Top of Records supplied

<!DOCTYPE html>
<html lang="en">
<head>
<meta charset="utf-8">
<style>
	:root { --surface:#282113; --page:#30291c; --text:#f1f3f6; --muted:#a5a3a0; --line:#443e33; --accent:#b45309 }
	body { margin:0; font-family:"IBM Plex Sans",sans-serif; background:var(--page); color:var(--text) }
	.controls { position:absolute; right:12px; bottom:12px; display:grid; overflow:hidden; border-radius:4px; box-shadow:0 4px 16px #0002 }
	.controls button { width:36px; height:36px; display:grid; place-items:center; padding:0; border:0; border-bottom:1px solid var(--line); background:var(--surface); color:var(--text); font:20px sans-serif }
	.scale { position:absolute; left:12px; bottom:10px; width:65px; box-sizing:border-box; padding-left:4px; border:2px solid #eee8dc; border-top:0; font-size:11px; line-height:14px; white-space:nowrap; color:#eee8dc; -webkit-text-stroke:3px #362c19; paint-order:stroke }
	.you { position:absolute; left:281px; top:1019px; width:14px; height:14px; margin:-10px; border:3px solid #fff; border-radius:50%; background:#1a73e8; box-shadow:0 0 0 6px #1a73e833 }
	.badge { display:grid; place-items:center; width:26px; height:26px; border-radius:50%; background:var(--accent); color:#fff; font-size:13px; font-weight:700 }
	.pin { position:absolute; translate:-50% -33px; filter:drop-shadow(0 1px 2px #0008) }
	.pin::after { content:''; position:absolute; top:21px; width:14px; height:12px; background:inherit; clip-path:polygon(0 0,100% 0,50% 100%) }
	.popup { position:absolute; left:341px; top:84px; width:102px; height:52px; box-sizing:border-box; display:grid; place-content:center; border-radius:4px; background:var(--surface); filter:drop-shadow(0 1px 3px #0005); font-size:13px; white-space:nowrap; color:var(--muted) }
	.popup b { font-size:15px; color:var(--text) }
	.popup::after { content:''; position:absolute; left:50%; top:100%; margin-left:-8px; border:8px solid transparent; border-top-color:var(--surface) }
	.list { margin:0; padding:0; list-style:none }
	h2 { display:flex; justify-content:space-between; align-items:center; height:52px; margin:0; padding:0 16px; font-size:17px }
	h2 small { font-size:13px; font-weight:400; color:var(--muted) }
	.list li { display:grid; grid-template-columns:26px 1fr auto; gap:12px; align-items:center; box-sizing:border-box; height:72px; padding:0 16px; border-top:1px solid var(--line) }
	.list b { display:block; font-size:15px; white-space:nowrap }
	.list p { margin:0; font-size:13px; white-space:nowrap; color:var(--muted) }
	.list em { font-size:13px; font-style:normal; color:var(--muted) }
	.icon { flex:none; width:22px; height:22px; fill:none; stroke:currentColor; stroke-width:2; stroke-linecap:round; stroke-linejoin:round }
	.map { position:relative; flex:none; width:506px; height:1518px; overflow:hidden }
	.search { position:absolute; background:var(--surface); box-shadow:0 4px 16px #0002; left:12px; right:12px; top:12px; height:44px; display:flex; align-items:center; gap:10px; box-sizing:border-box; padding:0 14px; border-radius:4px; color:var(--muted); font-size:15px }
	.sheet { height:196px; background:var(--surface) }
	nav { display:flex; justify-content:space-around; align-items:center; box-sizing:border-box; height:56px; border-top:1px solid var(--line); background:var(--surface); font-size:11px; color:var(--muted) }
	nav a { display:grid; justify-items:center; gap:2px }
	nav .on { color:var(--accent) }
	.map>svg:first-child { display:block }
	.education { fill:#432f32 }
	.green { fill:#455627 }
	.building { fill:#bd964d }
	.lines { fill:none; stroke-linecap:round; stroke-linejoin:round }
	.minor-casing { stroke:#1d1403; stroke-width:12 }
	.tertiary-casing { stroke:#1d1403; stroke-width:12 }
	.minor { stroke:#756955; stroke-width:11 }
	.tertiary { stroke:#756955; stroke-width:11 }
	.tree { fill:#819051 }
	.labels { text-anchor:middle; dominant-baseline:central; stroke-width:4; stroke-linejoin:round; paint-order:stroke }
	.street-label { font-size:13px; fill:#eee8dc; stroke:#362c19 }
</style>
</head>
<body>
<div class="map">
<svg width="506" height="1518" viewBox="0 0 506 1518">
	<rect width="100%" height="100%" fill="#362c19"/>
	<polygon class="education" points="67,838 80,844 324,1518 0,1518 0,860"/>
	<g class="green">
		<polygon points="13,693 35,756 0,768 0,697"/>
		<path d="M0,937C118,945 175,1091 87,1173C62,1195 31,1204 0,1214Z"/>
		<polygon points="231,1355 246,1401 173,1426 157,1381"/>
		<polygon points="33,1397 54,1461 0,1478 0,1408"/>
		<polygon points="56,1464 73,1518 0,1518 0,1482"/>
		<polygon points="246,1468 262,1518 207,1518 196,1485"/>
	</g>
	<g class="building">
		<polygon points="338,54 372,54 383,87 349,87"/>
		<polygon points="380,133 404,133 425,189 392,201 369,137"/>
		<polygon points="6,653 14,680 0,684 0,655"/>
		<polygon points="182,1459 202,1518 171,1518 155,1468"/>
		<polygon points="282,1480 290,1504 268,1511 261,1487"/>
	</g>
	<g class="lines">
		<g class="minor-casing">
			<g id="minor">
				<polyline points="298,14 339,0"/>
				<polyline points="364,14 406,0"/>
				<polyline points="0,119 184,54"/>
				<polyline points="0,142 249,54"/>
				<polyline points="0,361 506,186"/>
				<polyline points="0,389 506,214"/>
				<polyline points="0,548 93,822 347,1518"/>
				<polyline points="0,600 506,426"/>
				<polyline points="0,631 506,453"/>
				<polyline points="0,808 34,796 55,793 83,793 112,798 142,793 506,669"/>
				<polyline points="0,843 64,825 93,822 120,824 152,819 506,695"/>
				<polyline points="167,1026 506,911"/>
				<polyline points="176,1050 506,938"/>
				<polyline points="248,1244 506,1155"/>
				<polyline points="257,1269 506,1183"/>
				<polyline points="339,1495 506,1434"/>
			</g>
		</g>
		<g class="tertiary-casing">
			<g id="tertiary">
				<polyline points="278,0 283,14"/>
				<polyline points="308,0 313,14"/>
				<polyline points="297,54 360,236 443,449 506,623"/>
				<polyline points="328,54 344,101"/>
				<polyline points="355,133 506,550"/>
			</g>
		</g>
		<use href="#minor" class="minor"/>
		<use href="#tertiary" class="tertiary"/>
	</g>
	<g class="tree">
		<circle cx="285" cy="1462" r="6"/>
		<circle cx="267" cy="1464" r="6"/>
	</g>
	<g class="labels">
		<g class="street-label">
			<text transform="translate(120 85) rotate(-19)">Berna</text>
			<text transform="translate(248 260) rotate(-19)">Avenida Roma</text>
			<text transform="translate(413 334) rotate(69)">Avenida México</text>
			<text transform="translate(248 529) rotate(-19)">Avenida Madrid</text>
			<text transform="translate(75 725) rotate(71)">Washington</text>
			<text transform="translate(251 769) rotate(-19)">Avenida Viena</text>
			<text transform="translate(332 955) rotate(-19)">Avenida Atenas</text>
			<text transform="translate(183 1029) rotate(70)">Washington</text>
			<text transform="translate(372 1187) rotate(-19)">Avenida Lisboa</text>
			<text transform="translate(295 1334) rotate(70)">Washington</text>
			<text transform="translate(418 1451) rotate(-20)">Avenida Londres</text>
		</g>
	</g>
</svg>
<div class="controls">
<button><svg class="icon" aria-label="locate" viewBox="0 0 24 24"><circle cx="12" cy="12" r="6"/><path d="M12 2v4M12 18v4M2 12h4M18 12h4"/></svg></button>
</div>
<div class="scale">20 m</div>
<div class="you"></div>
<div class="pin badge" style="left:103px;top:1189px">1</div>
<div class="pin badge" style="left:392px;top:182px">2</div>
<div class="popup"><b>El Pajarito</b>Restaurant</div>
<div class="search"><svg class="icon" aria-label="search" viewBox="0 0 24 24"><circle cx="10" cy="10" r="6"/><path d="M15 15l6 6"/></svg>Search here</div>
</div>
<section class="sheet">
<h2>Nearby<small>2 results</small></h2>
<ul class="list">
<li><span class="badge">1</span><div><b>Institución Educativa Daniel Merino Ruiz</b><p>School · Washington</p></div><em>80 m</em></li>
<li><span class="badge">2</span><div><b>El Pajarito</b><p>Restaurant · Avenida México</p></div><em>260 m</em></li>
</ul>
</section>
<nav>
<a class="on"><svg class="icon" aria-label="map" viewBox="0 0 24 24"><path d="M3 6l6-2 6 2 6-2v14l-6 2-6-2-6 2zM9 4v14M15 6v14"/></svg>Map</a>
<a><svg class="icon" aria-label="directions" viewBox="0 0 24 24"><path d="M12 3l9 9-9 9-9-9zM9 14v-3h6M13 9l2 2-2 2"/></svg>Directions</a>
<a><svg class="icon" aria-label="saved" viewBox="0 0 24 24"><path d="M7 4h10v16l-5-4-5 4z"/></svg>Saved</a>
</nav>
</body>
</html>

Bottom of Records supplied

=== What needs to be done ===
Your answer should consist of each line of the data above in which the word "lines" occurs.

=== Exercise output ===
	.lines { fill:none; stroke-linecap:round; stroke-linejoin:round }
	<g class="lines">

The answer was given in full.